• _Brief_: Search the material below for the string "scale" and extract each line that has it.

________________________

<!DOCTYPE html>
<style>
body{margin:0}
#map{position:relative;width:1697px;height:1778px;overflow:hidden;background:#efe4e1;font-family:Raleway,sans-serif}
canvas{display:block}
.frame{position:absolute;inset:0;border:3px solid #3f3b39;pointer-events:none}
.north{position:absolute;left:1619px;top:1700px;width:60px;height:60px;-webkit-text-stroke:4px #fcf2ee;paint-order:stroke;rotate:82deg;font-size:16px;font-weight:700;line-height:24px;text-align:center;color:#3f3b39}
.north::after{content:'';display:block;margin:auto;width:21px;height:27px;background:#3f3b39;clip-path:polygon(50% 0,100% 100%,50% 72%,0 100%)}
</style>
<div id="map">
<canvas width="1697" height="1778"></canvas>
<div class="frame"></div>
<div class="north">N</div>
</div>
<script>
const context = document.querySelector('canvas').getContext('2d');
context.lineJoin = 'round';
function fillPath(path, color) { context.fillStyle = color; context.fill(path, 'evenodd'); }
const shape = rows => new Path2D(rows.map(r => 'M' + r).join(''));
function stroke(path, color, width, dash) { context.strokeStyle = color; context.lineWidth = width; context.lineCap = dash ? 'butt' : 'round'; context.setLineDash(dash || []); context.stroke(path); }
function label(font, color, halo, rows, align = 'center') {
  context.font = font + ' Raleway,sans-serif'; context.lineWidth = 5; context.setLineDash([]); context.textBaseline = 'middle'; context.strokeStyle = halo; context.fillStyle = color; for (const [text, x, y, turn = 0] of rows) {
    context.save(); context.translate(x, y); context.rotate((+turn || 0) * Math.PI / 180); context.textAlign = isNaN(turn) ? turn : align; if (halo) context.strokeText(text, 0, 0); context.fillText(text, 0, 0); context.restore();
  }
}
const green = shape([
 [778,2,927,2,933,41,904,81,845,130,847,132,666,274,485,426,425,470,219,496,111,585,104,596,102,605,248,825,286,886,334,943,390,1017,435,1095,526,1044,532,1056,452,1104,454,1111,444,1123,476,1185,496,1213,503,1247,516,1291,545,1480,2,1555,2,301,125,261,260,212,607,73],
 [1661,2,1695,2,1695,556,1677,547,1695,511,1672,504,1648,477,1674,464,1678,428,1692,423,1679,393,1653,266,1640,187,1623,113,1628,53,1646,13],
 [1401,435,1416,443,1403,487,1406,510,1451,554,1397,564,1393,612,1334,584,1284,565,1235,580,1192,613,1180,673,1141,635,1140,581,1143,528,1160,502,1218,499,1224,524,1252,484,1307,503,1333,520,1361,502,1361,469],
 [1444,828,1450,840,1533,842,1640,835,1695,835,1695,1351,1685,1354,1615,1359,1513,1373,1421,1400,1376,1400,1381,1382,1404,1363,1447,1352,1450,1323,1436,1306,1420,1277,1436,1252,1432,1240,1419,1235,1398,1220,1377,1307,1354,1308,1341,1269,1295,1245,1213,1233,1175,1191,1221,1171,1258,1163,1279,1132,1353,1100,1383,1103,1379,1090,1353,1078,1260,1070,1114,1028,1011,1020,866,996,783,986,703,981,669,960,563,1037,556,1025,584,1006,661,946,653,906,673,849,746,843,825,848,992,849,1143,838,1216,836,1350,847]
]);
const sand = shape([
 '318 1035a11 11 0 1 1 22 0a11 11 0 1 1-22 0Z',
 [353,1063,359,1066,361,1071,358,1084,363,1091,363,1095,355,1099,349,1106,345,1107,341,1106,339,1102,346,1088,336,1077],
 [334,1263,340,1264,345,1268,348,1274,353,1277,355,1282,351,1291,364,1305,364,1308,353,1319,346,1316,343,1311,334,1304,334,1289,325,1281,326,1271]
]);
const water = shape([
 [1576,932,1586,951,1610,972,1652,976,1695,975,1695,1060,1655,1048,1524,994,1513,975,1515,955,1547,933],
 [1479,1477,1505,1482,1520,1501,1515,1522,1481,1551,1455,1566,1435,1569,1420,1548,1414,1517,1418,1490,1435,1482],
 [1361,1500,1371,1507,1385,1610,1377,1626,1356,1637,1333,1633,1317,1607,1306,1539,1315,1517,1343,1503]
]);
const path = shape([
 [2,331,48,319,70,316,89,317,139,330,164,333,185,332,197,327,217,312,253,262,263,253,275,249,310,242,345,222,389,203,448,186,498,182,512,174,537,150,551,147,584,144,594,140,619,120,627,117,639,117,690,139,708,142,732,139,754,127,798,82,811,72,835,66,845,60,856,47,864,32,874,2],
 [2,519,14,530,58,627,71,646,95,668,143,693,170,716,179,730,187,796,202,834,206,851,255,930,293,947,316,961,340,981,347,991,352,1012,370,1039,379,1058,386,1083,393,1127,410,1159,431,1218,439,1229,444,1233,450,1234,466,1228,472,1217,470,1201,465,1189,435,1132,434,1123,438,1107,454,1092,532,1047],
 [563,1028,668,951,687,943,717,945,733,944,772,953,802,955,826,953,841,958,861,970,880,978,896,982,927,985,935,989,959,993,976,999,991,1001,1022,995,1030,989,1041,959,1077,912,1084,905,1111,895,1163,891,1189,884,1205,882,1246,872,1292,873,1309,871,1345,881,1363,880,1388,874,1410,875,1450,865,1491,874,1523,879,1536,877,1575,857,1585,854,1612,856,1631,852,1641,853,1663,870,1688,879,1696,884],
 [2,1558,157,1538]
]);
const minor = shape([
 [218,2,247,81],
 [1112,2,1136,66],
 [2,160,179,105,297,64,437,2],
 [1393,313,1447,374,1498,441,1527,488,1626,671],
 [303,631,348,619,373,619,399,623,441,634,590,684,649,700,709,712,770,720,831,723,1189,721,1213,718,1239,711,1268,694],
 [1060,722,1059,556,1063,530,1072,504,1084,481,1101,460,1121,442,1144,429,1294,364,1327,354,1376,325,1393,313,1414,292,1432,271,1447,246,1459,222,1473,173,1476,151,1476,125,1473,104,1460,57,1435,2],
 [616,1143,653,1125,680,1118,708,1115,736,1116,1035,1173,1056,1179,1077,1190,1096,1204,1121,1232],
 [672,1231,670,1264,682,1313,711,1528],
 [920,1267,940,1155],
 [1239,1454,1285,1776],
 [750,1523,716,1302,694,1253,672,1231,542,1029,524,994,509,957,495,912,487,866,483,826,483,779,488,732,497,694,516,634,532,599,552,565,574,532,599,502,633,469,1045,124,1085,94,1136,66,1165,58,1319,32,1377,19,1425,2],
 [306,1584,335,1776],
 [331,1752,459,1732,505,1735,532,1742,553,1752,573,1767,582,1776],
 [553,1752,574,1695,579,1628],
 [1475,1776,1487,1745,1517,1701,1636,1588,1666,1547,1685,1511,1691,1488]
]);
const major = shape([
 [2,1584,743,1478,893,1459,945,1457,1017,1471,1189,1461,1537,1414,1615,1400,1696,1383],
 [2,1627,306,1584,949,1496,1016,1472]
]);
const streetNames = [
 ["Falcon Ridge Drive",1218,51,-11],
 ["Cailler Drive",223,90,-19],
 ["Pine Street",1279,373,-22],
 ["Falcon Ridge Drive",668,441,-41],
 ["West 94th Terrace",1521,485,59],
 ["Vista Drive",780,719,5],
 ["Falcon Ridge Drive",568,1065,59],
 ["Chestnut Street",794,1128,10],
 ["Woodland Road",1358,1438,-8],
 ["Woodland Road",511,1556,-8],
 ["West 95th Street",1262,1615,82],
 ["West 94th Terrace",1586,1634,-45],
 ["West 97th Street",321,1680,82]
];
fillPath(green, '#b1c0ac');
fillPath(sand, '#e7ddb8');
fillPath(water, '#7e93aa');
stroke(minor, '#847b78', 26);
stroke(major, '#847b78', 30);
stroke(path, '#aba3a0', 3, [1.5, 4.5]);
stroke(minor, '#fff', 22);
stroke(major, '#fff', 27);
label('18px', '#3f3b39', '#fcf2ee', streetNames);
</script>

________________________

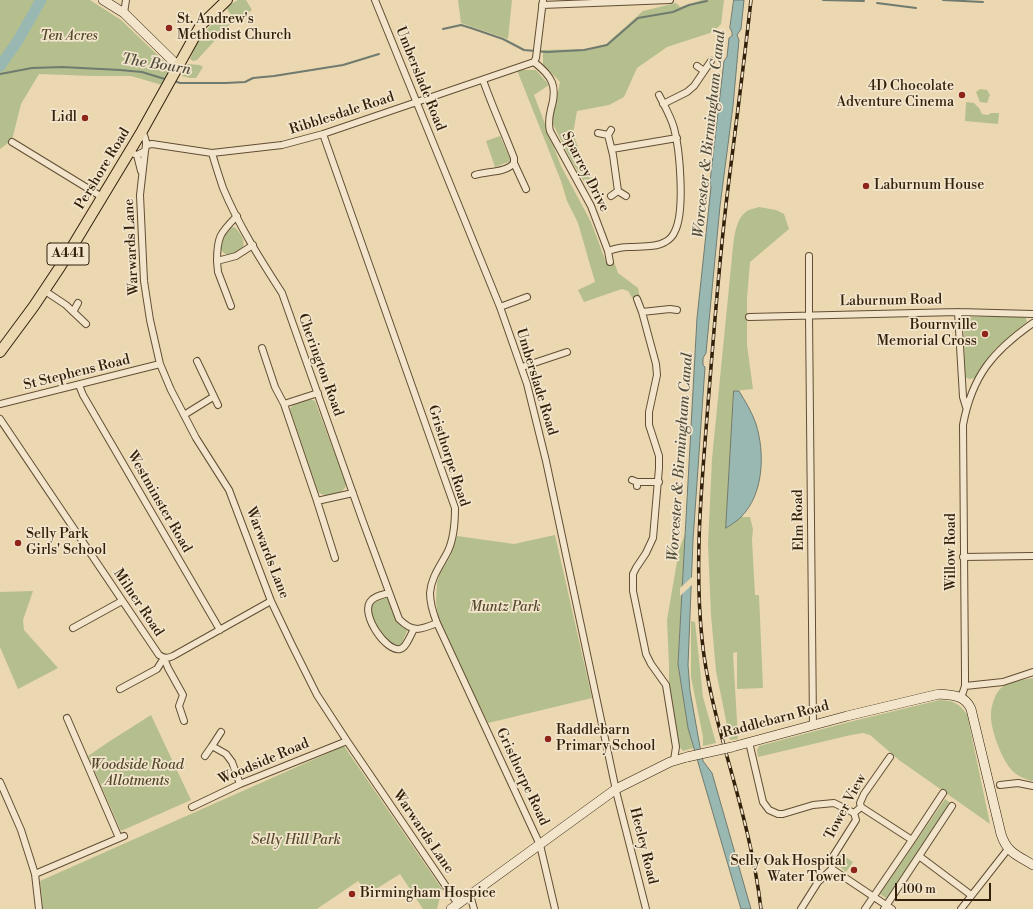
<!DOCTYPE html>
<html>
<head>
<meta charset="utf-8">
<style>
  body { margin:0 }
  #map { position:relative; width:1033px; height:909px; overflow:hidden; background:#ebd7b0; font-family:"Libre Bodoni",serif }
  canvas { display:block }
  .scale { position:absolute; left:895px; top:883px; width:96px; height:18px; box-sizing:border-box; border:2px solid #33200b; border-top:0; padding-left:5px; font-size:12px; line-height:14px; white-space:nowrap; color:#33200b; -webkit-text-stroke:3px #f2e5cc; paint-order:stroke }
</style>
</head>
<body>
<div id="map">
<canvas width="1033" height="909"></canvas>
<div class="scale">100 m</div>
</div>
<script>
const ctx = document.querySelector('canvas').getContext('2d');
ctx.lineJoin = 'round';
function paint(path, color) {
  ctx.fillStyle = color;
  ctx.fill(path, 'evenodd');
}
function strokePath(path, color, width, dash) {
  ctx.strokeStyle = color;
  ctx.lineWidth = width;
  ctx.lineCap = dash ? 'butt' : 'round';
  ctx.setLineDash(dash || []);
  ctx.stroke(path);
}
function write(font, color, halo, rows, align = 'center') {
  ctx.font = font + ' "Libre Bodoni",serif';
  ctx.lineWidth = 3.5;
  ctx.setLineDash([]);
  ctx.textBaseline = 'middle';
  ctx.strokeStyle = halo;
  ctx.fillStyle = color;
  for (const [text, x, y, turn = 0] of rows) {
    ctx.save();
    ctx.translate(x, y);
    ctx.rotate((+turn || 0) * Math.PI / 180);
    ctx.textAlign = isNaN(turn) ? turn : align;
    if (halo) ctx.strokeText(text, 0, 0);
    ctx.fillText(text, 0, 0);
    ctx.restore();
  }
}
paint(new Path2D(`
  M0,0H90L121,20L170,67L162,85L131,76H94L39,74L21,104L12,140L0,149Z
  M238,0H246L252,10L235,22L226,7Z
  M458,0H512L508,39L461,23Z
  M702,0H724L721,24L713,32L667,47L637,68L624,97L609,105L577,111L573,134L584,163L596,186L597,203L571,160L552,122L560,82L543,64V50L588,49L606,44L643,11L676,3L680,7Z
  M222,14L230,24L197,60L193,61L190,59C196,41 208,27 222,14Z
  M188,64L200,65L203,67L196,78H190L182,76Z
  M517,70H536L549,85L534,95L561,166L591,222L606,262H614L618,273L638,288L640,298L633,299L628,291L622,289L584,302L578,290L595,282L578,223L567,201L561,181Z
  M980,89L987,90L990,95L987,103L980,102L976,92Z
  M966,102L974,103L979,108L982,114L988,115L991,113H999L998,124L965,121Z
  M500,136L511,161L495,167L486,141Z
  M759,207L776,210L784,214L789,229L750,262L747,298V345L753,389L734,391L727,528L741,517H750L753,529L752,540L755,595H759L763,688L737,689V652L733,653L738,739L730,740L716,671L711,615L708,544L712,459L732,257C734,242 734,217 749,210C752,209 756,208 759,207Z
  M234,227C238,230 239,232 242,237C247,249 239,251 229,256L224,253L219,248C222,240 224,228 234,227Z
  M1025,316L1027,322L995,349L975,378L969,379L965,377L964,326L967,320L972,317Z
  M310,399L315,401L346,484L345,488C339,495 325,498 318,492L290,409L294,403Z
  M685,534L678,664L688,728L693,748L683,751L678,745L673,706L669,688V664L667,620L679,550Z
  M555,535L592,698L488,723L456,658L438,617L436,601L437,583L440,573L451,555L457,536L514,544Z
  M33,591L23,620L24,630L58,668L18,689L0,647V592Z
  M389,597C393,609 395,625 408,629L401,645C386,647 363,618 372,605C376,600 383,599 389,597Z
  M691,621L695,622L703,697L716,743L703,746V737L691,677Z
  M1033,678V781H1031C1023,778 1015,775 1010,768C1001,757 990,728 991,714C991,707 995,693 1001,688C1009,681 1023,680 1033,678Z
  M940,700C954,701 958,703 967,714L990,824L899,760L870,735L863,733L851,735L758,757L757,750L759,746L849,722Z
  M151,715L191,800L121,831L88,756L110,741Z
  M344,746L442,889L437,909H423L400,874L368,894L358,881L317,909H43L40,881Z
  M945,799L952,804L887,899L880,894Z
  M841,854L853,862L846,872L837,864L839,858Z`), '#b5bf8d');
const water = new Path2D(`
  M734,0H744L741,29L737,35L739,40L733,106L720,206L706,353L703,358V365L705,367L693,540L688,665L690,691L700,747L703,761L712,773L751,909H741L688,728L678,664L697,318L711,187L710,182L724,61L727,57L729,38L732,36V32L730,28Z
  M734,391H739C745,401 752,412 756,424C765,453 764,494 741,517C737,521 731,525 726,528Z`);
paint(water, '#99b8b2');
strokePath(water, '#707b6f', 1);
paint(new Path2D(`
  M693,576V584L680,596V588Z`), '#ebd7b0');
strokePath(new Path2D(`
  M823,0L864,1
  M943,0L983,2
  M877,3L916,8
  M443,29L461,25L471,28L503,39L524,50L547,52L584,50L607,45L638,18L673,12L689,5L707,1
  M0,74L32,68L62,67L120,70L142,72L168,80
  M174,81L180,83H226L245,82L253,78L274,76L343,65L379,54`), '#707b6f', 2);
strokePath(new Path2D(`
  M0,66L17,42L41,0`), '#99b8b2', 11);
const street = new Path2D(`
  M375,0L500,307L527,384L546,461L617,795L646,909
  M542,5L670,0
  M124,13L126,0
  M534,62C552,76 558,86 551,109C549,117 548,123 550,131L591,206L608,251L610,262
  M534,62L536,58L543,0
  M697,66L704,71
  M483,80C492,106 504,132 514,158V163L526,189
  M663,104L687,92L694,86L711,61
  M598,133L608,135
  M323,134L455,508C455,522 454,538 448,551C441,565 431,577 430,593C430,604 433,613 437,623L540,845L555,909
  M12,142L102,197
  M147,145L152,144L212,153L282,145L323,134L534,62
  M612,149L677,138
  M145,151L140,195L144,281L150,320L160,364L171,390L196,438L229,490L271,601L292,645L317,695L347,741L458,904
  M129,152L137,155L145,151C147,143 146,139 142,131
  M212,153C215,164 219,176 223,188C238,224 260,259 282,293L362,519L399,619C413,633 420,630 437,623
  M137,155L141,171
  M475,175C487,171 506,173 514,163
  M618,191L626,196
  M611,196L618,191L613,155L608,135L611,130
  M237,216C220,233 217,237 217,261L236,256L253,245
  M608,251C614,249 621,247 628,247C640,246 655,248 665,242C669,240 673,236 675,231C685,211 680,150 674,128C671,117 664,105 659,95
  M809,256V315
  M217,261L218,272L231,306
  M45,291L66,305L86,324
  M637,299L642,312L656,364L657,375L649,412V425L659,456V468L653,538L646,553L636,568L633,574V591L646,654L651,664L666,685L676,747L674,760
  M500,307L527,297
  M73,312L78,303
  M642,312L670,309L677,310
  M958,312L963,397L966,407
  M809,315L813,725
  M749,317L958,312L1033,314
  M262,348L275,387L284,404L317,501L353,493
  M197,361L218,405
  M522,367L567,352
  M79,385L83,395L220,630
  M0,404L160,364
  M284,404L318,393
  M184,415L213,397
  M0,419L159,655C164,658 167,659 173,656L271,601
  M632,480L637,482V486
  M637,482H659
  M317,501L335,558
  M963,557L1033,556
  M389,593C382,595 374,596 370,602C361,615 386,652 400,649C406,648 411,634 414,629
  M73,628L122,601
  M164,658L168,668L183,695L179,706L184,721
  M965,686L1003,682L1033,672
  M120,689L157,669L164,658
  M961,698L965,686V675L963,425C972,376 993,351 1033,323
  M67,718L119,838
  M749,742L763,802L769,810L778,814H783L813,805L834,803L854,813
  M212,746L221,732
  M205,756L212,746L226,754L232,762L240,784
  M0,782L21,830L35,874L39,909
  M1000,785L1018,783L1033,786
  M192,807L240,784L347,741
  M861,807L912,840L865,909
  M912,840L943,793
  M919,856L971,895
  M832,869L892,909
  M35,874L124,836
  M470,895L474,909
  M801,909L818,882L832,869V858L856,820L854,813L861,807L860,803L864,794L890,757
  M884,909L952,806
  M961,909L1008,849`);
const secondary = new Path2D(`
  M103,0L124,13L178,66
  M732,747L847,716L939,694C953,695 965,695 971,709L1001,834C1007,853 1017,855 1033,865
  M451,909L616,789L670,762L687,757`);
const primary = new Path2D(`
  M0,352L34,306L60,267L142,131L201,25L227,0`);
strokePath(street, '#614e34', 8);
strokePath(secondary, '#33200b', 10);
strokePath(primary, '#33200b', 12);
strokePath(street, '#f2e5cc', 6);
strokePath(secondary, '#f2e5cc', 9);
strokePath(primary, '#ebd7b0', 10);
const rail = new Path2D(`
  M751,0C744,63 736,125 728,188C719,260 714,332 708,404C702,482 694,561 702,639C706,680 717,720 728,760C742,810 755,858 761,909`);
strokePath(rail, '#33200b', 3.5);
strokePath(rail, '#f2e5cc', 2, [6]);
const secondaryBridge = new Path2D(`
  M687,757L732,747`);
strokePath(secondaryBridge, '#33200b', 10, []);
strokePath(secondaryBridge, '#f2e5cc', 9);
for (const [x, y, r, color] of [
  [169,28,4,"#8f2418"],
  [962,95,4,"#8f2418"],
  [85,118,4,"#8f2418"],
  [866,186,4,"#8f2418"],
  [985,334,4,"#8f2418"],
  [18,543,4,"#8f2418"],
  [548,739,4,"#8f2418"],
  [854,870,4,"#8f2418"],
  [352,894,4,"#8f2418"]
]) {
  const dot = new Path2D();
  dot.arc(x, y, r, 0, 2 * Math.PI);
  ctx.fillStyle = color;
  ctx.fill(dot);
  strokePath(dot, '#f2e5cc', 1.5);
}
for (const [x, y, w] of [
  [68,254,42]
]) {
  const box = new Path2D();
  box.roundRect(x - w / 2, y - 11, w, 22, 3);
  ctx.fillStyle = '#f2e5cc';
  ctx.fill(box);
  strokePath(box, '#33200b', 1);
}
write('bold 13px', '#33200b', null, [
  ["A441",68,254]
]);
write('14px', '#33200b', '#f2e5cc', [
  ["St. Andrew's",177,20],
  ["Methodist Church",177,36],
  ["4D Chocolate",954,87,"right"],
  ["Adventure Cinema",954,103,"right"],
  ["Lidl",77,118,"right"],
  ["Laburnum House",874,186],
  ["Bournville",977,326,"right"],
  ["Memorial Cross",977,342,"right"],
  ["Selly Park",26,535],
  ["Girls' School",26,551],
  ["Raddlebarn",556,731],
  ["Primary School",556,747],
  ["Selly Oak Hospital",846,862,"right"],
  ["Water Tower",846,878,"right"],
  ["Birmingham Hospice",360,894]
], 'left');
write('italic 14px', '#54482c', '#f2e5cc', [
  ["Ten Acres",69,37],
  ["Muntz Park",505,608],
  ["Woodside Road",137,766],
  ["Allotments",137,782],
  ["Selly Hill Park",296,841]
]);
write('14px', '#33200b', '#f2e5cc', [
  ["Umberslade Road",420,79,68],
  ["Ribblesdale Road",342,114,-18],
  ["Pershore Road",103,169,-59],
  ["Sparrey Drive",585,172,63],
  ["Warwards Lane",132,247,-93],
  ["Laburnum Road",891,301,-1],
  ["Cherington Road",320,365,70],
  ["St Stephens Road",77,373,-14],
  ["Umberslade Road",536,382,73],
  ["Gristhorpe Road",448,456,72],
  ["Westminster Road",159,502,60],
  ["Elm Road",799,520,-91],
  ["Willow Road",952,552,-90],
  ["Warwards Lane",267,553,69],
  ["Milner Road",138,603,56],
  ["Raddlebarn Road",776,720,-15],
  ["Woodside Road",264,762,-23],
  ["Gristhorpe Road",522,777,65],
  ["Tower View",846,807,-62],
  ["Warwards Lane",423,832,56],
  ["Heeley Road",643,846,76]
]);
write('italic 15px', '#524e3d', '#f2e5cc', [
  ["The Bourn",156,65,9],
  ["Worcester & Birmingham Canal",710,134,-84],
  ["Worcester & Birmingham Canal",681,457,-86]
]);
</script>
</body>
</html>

________________________

• _Answer space_:
  .scale { position:absolute; left:895px; top:883px; width:96px; height:18px; box-sizing:border-box; border:2px solid #33200b; border-top:0; padding-left:5px; font-size:12px; line-height:14px; white-space:nowrap; color:#33200b; -webkit-text-stroke:3px #f2e5cc; paint-order:stroke }
<div class="scale">100 m</div>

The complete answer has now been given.